[RECORDS FOR THE TASK]

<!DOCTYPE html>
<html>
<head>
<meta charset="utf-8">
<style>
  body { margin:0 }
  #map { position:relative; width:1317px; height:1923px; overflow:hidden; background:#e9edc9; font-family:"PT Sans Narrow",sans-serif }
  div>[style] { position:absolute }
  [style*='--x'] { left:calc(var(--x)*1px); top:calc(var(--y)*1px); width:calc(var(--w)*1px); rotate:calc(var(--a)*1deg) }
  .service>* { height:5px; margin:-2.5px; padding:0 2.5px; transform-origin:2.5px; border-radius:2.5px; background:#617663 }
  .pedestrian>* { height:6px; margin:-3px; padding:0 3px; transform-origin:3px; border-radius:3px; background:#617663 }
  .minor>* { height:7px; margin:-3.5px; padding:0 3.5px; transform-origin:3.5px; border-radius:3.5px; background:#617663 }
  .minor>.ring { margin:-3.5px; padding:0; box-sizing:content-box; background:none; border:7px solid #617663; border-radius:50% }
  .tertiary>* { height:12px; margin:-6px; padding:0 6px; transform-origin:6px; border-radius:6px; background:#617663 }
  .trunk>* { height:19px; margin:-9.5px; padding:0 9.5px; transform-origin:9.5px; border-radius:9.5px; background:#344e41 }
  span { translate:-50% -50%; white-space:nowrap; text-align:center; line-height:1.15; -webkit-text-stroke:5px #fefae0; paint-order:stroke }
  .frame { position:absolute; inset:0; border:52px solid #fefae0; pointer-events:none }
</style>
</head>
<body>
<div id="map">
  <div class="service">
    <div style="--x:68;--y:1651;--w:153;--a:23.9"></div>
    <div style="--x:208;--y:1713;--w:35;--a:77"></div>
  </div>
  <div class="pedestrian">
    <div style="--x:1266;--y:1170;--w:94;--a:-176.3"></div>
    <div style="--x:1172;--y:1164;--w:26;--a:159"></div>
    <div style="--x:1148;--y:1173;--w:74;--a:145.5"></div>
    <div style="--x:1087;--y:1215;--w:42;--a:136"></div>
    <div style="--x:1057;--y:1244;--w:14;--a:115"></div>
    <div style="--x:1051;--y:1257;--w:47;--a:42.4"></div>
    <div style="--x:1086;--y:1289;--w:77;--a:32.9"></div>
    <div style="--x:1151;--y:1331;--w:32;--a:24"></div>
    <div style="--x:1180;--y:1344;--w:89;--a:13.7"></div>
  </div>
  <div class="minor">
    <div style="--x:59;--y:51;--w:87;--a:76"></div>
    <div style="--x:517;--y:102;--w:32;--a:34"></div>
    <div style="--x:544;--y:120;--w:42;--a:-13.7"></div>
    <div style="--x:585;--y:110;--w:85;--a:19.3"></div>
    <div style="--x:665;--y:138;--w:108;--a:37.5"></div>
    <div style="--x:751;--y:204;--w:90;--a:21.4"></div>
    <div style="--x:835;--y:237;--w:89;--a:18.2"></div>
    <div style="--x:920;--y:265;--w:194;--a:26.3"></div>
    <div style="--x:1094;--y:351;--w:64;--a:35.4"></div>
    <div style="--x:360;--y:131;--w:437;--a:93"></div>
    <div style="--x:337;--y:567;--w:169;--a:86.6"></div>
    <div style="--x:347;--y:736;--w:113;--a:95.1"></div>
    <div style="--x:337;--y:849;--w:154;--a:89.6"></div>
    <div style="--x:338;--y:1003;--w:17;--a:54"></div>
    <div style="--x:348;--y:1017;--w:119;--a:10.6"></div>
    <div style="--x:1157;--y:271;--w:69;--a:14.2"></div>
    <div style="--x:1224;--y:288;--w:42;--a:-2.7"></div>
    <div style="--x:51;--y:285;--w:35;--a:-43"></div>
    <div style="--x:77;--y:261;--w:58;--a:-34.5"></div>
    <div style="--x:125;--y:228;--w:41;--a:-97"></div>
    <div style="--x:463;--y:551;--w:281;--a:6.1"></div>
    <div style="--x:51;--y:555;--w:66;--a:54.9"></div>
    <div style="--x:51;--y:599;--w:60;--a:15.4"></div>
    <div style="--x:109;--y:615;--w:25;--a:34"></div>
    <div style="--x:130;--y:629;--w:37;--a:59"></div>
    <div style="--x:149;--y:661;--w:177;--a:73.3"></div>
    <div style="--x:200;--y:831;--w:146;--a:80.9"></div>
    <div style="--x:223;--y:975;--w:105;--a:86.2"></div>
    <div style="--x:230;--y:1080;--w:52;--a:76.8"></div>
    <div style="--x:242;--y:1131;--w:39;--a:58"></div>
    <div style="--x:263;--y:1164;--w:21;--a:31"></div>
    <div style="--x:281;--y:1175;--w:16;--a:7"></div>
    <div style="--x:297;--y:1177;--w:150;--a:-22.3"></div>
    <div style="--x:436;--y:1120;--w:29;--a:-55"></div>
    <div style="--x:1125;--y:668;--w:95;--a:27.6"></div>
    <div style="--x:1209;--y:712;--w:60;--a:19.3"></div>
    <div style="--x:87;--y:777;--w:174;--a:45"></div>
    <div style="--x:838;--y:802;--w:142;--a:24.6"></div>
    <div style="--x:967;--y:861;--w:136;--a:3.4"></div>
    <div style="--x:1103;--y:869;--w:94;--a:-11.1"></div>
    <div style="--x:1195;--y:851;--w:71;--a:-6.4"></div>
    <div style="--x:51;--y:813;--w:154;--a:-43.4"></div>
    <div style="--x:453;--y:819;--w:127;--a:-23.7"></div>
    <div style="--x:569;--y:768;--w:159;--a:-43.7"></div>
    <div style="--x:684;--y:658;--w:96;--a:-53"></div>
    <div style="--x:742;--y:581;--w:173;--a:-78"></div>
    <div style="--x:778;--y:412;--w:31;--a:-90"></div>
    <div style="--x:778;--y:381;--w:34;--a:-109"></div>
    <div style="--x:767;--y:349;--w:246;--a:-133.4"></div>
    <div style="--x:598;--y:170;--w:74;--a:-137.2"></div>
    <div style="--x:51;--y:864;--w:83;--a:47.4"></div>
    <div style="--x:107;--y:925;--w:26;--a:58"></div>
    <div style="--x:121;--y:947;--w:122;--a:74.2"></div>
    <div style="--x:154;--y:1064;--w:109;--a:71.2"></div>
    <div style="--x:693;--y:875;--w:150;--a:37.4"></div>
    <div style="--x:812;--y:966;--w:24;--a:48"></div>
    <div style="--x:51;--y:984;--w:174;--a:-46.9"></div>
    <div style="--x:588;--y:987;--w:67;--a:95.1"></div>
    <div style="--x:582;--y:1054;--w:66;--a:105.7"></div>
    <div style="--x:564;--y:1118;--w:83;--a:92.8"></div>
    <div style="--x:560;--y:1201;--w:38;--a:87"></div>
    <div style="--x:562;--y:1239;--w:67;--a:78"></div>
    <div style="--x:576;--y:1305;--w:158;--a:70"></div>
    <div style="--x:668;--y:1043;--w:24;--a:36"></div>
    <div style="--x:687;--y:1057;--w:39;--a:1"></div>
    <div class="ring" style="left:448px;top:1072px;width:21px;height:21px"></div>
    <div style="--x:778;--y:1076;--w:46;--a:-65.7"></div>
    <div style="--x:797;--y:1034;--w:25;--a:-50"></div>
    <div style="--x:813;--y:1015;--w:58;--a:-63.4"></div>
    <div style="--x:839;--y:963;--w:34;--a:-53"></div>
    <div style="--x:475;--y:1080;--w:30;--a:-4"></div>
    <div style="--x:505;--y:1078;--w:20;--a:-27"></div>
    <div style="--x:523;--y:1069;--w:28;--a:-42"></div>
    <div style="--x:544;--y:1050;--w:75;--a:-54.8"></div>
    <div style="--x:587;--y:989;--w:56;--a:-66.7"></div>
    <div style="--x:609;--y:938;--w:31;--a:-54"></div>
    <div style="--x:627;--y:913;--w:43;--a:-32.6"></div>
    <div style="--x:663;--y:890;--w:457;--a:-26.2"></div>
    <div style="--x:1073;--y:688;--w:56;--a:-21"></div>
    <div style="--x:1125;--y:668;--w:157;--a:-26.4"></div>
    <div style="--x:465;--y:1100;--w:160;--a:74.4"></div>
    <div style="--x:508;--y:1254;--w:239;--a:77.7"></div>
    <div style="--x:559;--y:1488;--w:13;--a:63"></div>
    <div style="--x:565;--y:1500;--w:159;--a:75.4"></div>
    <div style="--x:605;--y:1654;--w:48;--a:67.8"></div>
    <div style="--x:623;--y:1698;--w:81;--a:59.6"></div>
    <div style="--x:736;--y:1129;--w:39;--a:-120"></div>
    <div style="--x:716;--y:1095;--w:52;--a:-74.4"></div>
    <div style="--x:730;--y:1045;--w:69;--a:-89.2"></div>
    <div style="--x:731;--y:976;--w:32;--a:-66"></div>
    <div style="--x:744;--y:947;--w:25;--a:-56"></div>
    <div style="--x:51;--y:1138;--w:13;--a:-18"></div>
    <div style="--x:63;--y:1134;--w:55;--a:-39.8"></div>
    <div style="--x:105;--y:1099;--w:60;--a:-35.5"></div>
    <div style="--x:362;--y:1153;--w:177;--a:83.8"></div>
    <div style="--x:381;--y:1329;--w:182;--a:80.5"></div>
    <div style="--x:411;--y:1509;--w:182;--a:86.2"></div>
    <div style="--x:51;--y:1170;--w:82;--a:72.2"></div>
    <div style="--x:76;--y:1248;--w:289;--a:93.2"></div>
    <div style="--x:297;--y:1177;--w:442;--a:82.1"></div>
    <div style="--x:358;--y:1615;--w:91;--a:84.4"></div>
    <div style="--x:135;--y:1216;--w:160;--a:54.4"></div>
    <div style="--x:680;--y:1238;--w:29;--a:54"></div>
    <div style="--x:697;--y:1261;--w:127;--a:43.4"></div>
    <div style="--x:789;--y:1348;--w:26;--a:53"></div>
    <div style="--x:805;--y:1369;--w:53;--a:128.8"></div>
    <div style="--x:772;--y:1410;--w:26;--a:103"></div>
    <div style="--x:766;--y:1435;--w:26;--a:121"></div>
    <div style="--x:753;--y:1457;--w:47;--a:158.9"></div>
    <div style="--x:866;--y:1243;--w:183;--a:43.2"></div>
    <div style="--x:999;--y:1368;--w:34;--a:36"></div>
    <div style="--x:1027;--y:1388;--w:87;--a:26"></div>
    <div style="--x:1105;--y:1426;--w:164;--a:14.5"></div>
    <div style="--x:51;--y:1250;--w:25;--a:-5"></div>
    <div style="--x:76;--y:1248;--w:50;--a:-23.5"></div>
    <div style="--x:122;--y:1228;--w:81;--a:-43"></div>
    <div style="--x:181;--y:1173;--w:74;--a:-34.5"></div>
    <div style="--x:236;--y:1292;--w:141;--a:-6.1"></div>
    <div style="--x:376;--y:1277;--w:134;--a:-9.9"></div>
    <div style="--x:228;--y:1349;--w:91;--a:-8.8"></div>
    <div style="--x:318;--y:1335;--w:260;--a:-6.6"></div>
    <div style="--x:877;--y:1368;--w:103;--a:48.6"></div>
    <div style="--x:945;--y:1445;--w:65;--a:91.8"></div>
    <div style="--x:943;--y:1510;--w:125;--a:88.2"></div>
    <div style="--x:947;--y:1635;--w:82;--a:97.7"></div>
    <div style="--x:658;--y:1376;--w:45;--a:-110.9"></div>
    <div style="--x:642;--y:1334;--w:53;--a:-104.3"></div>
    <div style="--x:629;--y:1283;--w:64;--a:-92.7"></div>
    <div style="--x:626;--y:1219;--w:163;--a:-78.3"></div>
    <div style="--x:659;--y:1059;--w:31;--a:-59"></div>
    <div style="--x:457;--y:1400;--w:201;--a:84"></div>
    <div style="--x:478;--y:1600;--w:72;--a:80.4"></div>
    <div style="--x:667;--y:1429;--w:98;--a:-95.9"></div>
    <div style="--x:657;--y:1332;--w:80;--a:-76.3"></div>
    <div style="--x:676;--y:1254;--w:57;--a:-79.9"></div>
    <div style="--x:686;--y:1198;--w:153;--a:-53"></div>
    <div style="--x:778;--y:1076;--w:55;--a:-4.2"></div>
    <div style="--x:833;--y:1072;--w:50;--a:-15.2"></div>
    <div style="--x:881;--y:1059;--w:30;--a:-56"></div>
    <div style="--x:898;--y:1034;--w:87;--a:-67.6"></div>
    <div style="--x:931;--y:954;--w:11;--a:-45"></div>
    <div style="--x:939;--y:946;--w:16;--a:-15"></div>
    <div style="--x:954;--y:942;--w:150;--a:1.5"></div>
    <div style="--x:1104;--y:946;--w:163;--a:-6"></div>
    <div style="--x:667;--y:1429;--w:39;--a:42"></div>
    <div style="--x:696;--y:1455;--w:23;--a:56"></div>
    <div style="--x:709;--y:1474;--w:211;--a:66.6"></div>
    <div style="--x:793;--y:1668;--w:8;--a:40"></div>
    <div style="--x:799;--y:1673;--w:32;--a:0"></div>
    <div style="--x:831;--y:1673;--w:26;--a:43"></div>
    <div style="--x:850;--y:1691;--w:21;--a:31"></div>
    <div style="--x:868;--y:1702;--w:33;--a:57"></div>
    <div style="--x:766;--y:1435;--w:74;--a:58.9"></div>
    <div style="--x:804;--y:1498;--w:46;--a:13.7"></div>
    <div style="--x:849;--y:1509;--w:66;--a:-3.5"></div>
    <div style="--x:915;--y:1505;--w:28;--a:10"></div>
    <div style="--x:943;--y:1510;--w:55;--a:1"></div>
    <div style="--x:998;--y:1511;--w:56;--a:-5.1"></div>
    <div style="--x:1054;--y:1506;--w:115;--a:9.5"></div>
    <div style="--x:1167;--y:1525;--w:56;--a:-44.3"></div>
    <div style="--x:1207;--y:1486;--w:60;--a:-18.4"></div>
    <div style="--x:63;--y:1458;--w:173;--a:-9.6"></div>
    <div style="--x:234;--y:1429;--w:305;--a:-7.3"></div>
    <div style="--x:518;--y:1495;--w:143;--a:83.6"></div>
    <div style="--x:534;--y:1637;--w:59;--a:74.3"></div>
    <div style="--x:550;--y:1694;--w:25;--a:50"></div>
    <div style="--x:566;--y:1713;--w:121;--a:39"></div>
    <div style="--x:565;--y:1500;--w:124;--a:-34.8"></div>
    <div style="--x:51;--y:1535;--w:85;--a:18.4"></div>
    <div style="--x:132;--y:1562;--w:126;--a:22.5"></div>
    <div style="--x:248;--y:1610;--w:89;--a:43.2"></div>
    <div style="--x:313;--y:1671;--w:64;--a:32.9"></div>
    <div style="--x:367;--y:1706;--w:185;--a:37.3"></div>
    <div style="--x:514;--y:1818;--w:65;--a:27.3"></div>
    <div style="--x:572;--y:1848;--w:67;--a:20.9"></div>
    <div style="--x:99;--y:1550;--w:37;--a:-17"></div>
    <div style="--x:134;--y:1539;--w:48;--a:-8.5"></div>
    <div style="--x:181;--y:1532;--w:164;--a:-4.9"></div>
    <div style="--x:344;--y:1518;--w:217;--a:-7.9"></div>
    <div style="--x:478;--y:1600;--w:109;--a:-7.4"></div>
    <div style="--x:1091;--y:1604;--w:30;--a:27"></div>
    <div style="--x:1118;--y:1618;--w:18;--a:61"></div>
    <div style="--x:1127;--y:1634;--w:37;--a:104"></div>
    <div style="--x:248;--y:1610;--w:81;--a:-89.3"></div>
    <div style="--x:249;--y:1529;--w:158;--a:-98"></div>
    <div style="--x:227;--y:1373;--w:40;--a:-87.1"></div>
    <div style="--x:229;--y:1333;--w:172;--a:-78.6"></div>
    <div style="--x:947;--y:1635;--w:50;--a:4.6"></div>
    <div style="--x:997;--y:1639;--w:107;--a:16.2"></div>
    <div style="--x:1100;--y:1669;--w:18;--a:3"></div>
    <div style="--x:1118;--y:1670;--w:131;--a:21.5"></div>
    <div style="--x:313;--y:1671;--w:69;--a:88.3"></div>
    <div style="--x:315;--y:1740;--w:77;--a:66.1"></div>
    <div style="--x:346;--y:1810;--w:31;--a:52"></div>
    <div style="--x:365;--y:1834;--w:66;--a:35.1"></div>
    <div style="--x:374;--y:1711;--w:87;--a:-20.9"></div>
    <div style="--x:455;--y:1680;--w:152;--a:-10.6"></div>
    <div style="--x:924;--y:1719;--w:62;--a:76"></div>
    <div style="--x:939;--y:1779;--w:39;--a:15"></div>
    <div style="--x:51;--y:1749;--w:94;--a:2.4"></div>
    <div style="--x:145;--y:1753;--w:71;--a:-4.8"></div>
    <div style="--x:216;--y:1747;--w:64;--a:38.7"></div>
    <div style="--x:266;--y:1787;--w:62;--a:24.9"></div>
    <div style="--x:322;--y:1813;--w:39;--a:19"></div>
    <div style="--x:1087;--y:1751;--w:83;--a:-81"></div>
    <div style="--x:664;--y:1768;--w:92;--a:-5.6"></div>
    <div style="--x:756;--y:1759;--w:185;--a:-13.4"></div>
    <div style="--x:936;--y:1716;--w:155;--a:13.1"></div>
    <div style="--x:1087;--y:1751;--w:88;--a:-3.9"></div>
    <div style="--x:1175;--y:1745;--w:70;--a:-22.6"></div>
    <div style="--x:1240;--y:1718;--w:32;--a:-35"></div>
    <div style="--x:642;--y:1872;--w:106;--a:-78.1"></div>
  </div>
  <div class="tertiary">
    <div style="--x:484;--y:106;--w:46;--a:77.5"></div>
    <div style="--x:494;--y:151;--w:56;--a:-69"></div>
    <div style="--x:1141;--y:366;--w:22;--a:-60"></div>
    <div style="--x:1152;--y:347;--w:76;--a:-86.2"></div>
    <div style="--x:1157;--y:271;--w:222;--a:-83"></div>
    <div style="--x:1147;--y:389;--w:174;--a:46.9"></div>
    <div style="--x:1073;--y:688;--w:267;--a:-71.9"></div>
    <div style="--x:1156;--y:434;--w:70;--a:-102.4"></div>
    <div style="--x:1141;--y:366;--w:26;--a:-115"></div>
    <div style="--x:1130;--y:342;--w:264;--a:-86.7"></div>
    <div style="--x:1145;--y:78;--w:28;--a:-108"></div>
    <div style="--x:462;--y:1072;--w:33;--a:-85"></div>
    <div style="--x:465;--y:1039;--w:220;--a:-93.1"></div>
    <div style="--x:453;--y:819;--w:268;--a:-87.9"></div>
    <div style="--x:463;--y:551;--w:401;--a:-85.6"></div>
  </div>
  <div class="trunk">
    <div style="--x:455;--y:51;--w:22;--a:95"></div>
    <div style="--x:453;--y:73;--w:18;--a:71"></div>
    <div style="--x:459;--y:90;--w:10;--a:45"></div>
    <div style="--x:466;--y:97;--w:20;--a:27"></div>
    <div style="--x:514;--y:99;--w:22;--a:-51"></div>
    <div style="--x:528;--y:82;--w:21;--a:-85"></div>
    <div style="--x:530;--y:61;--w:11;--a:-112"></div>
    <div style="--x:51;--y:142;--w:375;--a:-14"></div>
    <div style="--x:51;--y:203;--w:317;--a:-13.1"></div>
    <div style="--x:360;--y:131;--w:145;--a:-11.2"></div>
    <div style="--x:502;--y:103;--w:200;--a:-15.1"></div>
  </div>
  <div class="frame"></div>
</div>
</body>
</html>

[/RECORDS FOR THE TASK]

WHAT THIS TASK INVOLVES: Show the lines of the records above that mention "left".

EXERCISE ANSWER:
  [style*='--x'] { left:calc(var(--x)*1px); top:calc(var(--y)*1px); width:calc(var(--w)*1px); rotate:calc(var(--a)*1deg) }
    <div class="ring" style="left:448px;top:1072px;width:21px;height:21px"></div>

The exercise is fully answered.